WHAT YOU ARE ASKED TO DO
In the listing beneath this line, copy exactly the lines starting with the one containing "display:flex; flex-direction:column; background:#fff;" and going on through the one containing "position:absolute; display:grid; place-items:center;".

GIVEN RECORDS
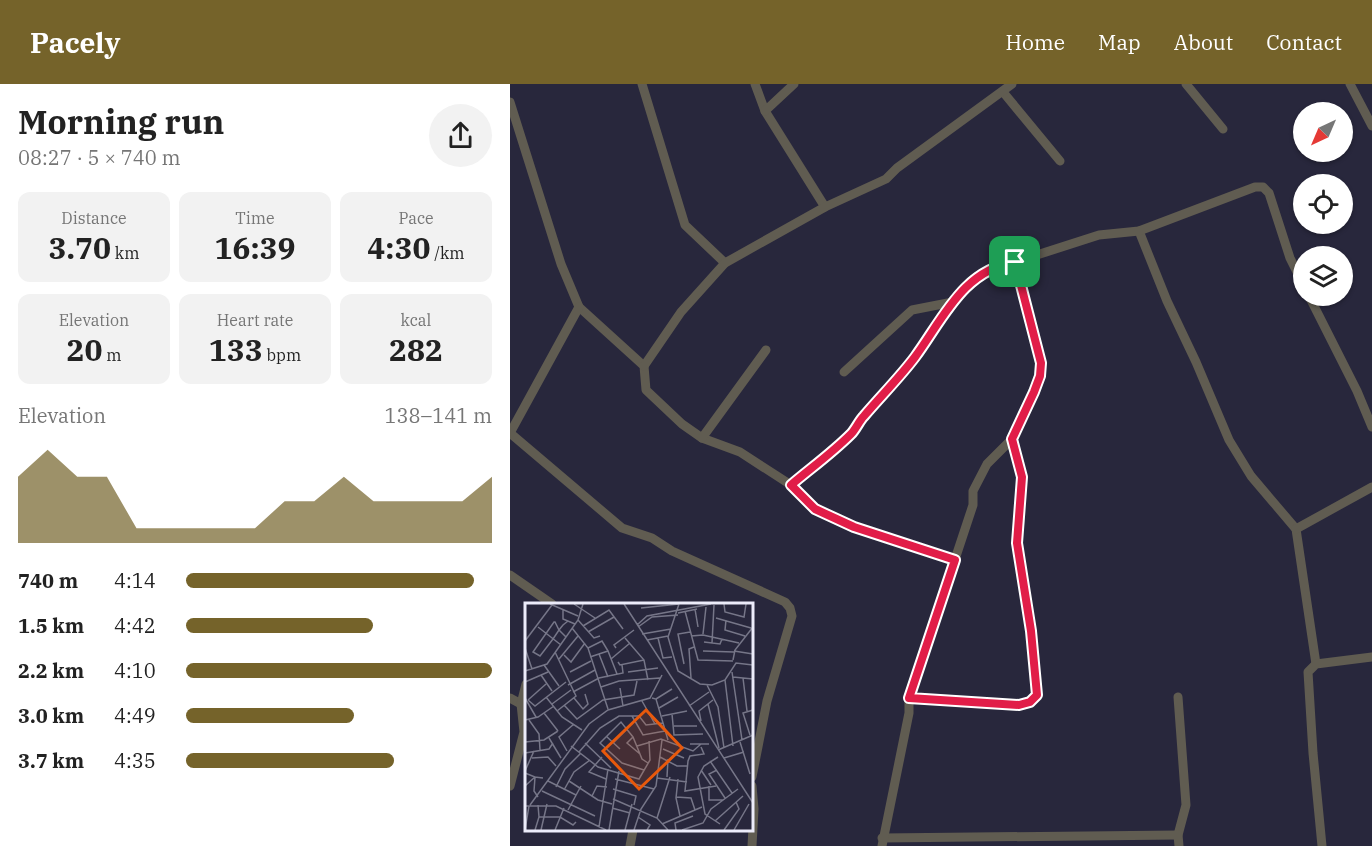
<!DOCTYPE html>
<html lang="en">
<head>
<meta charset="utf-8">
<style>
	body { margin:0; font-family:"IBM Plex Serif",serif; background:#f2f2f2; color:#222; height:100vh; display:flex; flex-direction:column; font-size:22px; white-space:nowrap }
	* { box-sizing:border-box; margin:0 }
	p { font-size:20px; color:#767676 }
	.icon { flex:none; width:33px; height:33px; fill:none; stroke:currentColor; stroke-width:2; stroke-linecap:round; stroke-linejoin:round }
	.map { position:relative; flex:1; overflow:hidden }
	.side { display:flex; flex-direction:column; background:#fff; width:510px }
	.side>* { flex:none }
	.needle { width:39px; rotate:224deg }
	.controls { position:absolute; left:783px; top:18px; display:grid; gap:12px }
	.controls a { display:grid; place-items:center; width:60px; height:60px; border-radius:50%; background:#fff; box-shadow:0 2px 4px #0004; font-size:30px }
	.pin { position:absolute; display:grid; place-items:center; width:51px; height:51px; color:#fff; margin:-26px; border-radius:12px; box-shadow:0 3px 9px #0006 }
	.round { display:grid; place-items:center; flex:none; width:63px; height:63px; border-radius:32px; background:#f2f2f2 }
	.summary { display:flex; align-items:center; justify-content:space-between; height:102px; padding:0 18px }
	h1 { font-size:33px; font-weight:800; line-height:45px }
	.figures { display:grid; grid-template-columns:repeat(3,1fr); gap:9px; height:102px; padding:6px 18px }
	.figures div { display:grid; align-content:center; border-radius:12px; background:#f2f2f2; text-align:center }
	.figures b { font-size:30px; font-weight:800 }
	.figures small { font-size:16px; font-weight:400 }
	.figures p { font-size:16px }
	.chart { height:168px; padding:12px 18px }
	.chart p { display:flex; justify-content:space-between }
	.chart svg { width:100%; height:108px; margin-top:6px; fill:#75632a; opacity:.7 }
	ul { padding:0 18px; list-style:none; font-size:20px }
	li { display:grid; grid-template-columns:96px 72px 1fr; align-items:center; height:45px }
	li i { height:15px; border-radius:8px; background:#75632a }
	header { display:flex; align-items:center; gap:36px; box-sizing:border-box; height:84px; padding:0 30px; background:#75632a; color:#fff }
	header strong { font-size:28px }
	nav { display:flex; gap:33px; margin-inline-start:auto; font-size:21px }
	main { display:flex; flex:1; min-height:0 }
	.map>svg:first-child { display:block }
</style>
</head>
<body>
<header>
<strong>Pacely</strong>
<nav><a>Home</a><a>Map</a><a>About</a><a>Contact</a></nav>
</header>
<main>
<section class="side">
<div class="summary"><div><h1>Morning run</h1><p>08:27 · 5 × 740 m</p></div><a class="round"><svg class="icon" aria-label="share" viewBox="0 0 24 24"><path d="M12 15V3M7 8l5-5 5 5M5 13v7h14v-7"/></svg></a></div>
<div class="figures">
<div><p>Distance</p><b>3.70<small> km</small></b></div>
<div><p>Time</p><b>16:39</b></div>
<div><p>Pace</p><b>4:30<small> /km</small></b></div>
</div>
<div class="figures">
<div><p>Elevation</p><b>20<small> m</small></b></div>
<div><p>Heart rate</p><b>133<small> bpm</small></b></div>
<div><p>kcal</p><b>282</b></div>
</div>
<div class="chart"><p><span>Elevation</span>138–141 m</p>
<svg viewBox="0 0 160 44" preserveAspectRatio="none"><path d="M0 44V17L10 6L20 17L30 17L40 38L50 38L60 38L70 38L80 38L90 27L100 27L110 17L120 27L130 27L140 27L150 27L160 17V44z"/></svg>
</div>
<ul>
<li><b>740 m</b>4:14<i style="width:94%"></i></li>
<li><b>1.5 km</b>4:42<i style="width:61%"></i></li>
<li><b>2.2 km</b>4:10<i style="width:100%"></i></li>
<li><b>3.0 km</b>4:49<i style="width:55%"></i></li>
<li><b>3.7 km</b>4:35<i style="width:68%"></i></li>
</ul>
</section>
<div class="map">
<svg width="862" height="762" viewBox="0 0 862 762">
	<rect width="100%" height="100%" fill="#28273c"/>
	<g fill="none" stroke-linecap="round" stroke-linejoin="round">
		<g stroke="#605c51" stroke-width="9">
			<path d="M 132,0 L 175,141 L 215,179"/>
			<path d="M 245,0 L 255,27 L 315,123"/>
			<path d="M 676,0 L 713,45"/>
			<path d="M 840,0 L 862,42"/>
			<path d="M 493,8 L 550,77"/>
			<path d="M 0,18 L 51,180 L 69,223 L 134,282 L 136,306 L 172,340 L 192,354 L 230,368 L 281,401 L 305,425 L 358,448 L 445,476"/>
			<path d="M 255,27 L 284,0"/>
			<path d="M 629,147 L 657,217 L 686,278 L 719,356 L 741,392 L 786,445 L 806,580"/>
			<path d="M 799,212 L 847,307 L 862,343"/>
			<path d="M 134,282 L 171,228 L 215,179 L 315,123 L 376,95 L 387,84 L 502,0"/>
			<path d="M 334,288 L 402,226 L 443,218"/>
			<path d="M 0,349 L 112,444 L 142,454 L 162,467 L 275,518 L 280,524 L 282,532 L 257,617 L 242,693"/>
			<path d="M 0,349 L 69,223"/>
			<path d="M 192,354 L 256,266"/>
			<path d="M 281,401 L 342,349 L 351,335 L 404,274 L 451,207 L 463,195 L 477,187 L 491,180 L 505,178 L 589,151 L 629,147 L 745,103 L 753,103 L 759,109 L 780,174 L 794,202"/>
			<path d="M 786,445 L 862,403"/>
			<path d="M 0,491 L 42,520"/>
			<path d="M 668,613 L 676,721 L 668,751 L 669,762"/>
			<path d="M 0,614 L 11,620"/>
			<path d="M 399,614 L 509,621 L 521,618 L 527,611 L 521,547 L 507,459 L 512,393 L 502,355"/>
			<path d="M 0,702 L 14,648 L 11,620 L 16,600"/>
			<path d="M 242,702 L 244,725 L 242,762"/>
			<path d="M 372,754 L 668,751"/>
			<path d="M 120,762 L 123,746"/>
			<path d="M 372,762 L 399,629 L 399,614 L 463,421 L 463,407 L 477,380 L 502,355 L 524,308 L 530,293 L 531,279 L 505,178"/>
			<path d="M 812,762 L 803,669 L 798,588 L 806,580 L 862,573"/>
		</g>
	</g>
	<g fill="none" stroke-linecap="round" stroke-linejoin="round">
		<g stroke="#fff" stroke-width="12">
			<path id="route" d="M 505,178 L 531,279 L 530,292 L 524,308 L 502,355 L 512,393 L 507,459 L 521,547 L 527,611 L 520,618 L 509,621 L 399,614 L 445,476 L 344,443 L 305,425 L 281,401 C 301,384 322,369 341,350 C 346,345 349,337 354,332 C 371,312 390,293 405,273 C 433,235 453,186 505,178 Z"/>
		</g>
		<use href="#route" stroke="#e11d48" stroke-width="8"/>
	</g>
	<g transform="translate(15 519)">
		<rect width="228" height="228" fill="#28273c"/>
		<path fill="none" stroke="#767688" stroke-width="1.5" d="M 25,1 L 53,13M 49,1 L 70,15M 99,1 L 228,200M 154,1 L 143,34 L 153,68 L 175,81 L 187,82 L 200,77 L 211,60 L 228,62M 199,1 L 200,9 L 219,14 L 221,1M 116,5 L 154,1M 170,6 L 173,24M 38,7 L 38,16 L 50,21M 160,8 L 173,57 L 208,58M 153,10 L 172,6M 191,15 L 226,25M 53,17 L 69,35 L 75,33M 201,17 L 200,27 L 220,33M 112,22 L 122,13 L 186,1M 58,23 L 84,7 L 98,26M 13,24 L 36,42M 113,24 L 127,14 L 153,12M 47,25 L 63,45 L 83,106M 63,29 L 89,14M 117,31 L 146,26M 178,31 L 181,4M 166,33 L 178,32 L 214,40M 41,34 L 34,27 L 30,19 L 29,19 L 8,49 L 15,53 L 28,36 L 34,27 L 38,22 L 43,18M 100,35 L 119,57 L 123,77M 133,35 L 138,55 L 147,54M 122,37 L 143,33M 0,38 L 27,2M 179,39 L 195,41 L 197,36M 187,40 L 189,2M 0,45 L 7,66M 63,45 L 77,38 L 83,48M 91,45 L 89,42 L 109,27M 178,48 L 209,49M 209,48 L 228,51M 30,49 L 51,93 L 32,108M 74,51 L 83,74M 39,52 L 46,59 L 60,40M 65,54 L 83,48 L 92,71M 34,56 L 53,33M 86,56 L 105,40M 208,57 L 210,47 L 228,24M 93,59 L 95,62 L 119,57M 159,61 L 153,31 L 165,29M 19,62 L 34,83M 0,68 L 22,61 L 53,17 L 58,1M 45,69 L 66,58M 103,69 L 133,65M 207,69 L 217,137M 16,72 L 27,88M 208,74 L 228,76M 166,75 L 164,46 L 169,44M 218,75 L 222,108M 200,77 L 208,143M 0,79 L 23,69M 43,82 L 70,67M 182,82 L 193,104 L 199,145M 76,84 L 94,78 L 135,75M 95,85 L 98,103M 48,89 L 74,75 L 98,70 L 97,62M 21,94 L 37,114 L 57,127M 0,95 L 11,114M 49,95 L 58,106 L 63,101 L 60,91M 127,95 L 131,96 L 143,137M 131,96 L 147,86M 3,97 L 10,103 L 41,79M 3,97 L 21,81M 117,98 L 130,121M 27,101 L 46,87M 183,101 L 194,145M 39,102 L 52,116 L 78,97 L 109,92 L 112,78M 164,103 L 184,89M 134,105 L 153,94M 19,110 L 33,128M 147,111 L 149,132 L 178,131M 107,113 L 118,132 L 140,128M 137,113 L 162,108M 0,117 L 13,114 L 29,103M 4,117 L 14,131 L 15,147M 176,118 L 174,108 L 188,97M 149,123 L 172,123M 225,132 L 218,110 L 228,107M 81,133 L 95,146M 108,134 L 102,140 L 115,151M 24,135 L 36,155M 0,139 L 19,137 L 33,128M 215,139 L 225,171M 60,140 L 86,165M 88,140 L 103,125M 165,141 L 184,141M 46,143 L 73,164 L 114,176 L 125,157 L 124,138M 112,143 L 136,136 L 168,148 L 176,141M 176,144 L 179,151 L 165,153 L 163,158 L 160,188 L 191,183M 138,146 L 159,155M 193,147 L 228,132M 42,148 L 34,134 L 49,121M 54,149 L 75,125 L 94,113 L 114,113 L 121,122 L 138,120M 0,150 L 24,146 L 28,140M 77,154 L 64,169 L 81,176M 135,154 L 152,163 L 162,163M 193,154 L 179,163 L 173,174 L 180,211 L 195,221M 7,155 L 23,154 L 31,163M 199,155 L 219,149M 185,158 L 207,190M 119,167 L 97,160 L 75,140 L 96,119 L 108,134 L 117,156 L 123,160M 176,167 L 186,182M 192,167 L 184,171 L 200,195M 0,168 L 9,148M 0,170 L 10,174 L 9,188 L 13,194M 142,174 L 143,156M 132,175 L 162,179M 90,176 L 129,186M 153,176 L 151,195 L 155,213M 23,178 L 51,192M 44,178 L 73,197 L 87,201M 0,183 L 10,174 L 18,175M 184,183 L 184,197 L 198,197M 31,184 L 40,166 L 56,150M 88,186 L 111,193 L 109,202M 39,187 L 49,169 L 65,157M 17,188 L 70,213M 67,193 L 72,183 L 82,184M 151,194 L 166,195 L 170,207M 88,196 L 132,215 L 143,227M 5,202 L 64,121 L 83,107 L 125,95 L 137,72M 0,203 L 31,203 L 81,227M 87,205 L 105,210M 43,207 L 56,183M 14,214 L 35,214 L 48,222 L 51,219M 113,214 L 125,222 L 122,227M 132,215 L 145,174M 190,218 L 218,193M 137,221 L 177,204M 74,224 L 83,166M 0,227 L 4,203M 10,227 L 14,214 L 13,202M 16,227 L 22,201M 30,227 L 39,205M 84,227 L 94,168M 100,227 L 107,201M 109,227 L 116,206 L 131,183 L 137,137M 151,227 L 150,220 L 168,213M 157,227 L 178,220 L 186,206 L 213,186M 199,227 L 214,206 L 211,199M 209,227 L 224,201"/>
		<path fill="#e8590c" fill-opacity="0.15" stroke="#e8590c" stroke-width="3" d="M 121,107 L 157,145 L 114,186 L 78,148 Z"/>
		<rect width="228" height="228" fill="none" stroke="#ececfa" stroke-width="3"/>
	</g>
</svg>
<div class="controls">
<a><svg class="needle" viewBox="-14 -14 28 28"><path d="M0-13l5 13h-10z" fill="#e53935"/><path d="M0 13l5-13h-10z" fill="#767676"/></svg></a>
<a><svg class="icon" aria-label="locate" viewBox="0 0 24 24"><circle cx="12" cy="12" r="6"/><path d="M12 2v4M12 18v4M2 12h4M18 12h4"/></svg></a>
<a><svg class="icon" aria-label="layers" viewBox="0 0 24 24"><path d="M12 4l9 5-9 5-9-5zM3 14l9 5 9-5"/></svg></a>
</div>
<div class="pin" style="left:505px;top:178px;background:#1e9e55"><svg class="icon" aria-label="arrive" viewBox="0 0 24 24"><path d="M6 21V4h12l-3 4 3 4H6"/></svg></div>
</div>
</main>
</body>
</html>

WRITTEN ANSWER
	.side { display:flex; flex-direction:column; background:#fff; width:510px }
	.side>* { flex:none }
	.needle { width:39px; rotate:224deg }
	.controls { position:absolute; left:783px; top:18px; display:grid; gap:12px }
	.controls a { display:grid; place-items:center; width:60px; height:60px; border-radius:50%; background:#fff; box-shadow:0 2px 4px #0004; font-size:30px }
	.pin { position:absolute; display:grid; place-items:center; width:51px; height:51px; color:#fff; margin:-26px; border-radius:12px; box-shadow:0 3px 9px #0006 }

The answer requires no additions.